# Task prompt
Return the entries in full, exactly as they were written.

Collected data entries
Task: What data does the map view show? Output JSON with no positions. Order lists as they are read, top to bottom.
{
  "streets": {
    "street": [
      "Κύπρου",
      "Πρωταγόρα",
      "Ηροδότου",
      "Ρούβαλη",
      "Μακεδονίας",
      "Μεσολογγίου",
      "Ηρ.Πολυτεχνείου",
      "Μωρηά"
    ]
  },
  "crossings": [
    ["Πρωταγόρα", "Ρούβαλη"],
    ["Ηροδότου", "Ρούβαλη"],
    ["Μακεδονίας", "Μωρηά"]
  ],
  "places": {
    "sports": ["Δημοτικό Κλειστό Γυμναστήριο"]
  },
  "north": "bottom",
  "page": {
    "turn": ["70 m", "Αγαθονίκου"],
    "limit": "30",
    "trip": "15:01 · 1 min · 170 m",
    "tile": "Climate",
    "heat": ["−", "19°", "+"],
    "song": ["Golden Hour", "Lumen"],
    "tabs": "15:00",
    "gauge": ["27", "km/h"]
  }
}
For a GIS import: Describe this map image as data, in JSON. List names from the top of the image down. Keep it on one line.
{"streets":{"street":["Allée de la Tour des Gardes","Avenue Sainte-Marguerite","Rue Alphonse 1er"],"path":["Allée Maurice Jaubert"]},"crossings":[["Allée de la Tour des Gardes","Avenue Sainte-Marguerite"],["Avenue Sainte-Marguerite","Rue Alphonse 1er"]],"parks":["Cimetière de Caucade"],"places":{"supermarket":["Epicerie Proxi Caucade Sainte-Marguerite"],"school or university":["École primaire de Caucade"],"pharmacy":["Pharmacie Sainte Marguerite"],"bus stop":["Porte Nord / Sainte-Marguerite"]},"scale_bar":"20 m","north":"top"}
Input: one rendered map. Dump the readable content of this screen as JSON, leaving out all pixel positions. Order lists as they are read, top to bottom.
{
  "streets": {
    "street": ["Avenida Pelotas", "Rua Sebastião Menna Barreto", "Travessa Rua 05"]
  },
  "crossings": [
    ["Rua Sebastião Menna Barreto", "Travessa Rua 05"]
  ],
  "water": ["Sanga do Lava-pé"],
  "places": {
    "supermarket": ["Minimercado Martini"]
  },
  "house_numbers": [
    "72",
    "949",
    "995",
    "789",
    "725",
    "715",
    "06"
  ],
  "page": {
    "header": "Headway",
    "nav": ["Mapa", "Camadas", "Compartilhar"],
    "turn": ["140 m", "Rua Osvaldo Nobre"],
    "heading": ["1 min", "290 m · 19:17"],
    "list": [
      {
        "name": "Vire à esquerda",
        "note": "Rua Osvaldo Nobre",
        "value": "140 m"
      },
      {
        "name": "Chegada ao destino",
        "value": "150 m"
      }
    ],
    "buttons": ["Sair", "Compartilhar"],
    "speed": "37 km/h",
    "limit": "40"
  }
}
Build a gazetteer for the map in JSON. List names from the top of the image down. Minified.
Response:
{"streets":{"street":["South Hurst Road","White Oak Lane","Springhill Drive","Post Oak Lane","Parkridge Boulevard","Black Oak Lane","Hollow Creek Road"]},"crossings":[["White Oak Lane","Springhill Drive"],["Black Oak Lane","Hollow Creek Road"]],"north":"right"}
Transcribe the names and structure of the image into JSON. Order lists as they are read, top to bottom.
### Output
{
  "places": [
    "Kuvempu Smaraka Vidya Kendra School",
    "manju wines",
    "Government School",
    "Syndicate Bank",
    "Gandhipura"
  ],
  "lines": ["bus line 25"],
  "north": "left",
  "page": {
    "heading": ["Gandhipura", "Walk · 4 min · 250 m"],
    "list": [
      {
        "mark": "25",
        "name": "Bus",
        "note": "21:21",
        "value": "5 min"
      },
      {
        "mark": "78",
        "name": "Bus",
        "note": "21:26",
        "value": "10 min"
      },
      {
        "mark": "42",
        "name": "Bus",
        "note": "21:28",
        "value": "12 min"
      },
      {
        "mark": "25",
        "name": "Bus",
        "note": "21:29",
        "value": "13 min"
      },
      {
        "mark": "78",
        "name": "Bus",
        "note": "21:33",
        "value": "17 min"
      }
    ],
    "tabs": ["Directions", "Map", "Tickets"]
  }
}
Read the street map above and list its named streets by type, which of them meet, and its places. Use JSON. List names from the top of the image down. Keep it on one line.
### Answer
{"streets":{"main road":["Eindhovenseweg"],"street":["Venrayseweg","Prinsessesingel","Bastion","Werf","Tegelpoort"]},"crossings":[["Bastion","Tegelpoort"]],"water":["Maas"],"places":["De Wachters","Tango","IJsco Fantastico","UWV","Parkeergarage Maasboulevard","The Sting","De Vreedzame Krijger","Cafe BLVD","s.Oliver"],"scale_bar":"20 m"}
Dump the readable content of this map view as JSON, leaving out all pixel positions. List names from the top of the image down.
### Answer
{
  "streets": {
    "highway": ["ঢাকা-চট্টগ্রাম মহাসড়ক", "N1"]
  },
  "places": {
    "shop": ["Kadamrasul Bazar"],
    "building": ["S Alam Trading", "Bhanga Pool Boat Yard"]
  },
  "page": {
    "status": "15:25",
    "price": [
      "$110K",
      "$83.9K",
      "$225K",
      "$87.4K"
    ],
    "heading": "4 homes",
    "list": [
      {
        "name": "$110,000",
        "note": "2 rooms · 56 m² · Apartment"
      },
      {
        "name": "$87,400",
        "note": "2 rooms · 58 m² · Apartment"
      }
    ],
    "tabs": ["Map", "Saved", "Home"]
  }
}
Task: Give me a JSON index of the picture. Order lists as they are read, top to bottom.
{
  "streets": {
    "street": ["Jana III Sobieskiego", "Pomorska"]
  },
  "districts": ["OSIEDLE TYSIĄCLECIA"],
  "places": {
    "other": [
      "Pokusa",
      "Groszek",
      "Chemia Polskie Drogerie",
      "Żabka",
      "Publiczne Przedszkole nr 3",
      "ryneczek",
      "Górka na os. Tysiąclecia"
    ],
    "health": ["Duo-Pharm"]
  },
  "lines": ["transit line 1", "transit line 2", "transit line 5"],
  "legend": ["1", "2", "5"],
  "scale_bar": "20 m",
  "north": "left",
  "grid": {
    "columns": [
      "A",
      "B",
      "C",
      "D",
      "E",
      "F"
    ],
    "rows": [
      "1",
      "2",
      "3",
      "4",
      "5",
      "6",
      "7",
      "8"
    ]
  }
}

# Task solution
Task: What data does the map view show? Output JSON with no positions. Order lists as they are read, top to bottom.
{
  "streets": {
    "street": [
      "Κύπρου",
      "Πρωταγόρα",
      "Ηροδότου",
      "Ρούβαλη",
      "Μακεδονίας",
      "Μεσολογγίου",
      "Ηρ.Πολυτεχνείου",
      "Μωρηά"
    ]
  },
  "crossings": [
    ["Πρωταγόρα", "Ρούβαλη"],
    ["Ηροδότου", "Ρούβαλη"],
    ["Μακεδονίας", "Μωρηά"]
  ],
  "places": {
    "sports": ["Δημοτικό Κλειστό Γυμναστήριο"]
  },
  "north": "bottom",
  "page": {
    "turn": ["70 m", "Αγαθονίκου"],
    "limit": "30",
    "trip": "15:01 · 1 min · 170 m",
    "tile": "Climate",
    "heat": ["−", "19°", "+"],
    "song": ["Golden Hour", "Lumen"],
    "tabs": "15:00",
    "gauge": ["27", "km/h"]
  }
}
For a GIS import: Describe this map image as data, in JSON. List names from the top of the image down. Keep it on one line.
{"streets":{"street":["Allée de la Tour des Gardes","Avenue Sainte-Marguerite","Rue Alphonse 1er"],"path":["Allée Maurice Jaubert"]},"crossings":[["Allée de la Tour des Gardes","Avenue Sainte-Marguerite"],["Avenue Sainte-Marguerite","Rue Alphonse 1er"]],"parks":["Cimetière de Caucade"],"places":{"supermarket":["Epicerie Proxi Caucade Sainte-Marguerite"],"school or university":["École primaire de Caucade"],"pharmacy":["Pharmacie Sainte Marguerite"],"bus stop":["Porte Nord / Sainte-Marguerite"]},"scale_bar":"20 m","north":"top"}
Input: one rendered map. Dump the readable content of this screen as JSON, leaving out all pixel positions. Order lists as they are read, top to bottom.
{
  "streets": {
    "street": ["Avenida Pelotas", "Rua Sebastião Menna Barreto", "Travessa Rua 05"]
  },
  "crossings": [
    ["Rua Sebastião Menna Barreto", "Travessa Rua 05"]
  ],
  "water": ["Sanga do Lava-pé"],
  "places": {
    "supermarket": ["Minimercado Martini"]
  },
  "house_numbers": [
    "72",
    "949",
    "995",
    "789",
    "725",
    "715",
    "06"
  ],
  "page": {
    "header": "Headway",
    "nav": ["Mapa", "Camadas", "Compartilhar"],
    "turn": ["140 m", "Rua Osvaldo Nobre"],
    "heading": ["1 min", "290 m · 19:17"],
    "list": [
      {
        "name": "Vire à esquerda",
        "note": "Rua Osvaldo Nobre",
        "value": "140 m"
      },
      {
        "name": "Chegada ao destino",
        "value": "150 m"
      }
    ],
    "buttons": ["Sair", "Compartilhar"],
    "speed": "37 km/h",
    "limit": "40"
  }
}
Build a gazetteer for the map in JSON. List names from the top of the image down. Minified.
Response:
{"streets":{"street":["South Hurst Road","White Oak Lane","Springhill Drive","Post Oak Lane","Parkridge Boulevard","Black Oak Lane","Hollow Creek Road"]},"crossings":[["White Oak Lane","Springhill Drive"],["Black Oak Lane","Hollow Creek Road"]],"north":"right"}
Transcribe the names and structure of the image into JSON. Order lists as they are read, top to bottom.
### Output
{
  "places": [
    "Kuvempu Smaraka Vidya Kendra School",
    "manju wines",
    "Government School",
    "Syndicate Bank",
    "Gandhipura"
  ],
  "lines": ["bus line 25"],
  "north": "left",
  "page": {
    "heading": ["Gandhipura", "Walk · 4 min · 250 m"],
    "list": [
      {
        "mark": "25",
        "name": "Bus",
        "note": "21:21",
        "value": "5 min"
      },
      {
        "mark": "78",
        "name": "Bus",
        "note": "21:26",
        "value": "10 min"
      },
      {
        "mark": "42",
        "name": "Bus",
        "note": "21:28",
        "value": "12 min"
      },
      {
        "mark": "25",
        "name": "Bus",
        "note": "21:29",
        "value": "13 min"
      },
      {
        "mark": "78",
        "name": "Bus",
        "note": "21:33",
        "value": "17 min"
      }
    ],
    "tabs": ["Directions", "Map", "Tickets"]
  }
}
Read the street map above and list its named streets by type, which of them meet, and its places. Use JSON. List names from the top of the image down. Keep it on one line.
### Answer
{"streets":{"main road":["Eindhovenseweg"],"street":["Venrayseweg","Prinsessesingel","Bastion","Werf","Tegelpoort"]},"crossings":[["Bastion","Tegelpoort"]],"water":["Maas"],"places":["De Wachters","Tango","IJsco Fantastico","UWV","Parkeergarage Maasboulevard","The Sting","De Vreedzame Krijger","Cafe BLVD","s.Oliver"],"scale_bar":"20 m"}
Dump the readable content of this map view as JSON, leaving out all pixel positions. List names from the top of the image down.
### Answer
{
  "streets": {
    "highway": ["ঢাকা-চট্টগ্রাম মহাসড়ক", "N1"]
  },
  "places": {
    "shop": ["Kadamrasul Bazar"],
    "building": ["S Alam Trading", "Bhanga Pool Boat Yard"]
  },
  "page": {
    "status": "15:25",
    "price": [
      "$110K",
      "$83.9K",
      "$225K",
      "$87.4K"
    ],
    "heading": "4 homes",
    "list": [
      {
        "name": "$110,000",
        "note": "2 rooms · 56 m² · Apartment"
      },
      {
        "name": "$87,400",
        "note": "2 rooms · 58 m² · Apartment"
      }
    ],
    "tabs": ["Map", "Saved", "Home"]
  }
}
Task: Give me a JSON index of the picture. Order lists as they are read, top to bottom.
{
  "streets": {
    "street": ["Jana III Sobieskiego", "Pomorska"]
  },
  "districts": ["OSIEDLE TYSIĄCLECIA"],
  "places": {
    "other": [
      "Pokusa",
      "Groszek",
      "Chemia Polskie Drogerie",
      "Żabka",
      "Publiczne Przedszkole nr 3",
      "ryneczek",
      "Górka na os. Tysiąclecia"
    ],
    "health": ["Duo-Pharm"]
  },
  "lines": ["transit line 1", "transit line 2", "transit line 5"],
  "legend": ["1", "2", "5"],
  "scale_bar": "20 m",
  "north": "left",
  "grid": {
    "columns": [
      "A",
      "B",
      "C",
      "D",
      "E",
      "F"
    ],
    "rows": [
      "1",
      "2",
      "3",
      "4",
      "5",
      "6",
      "7",
      "8"
    ]
  }
}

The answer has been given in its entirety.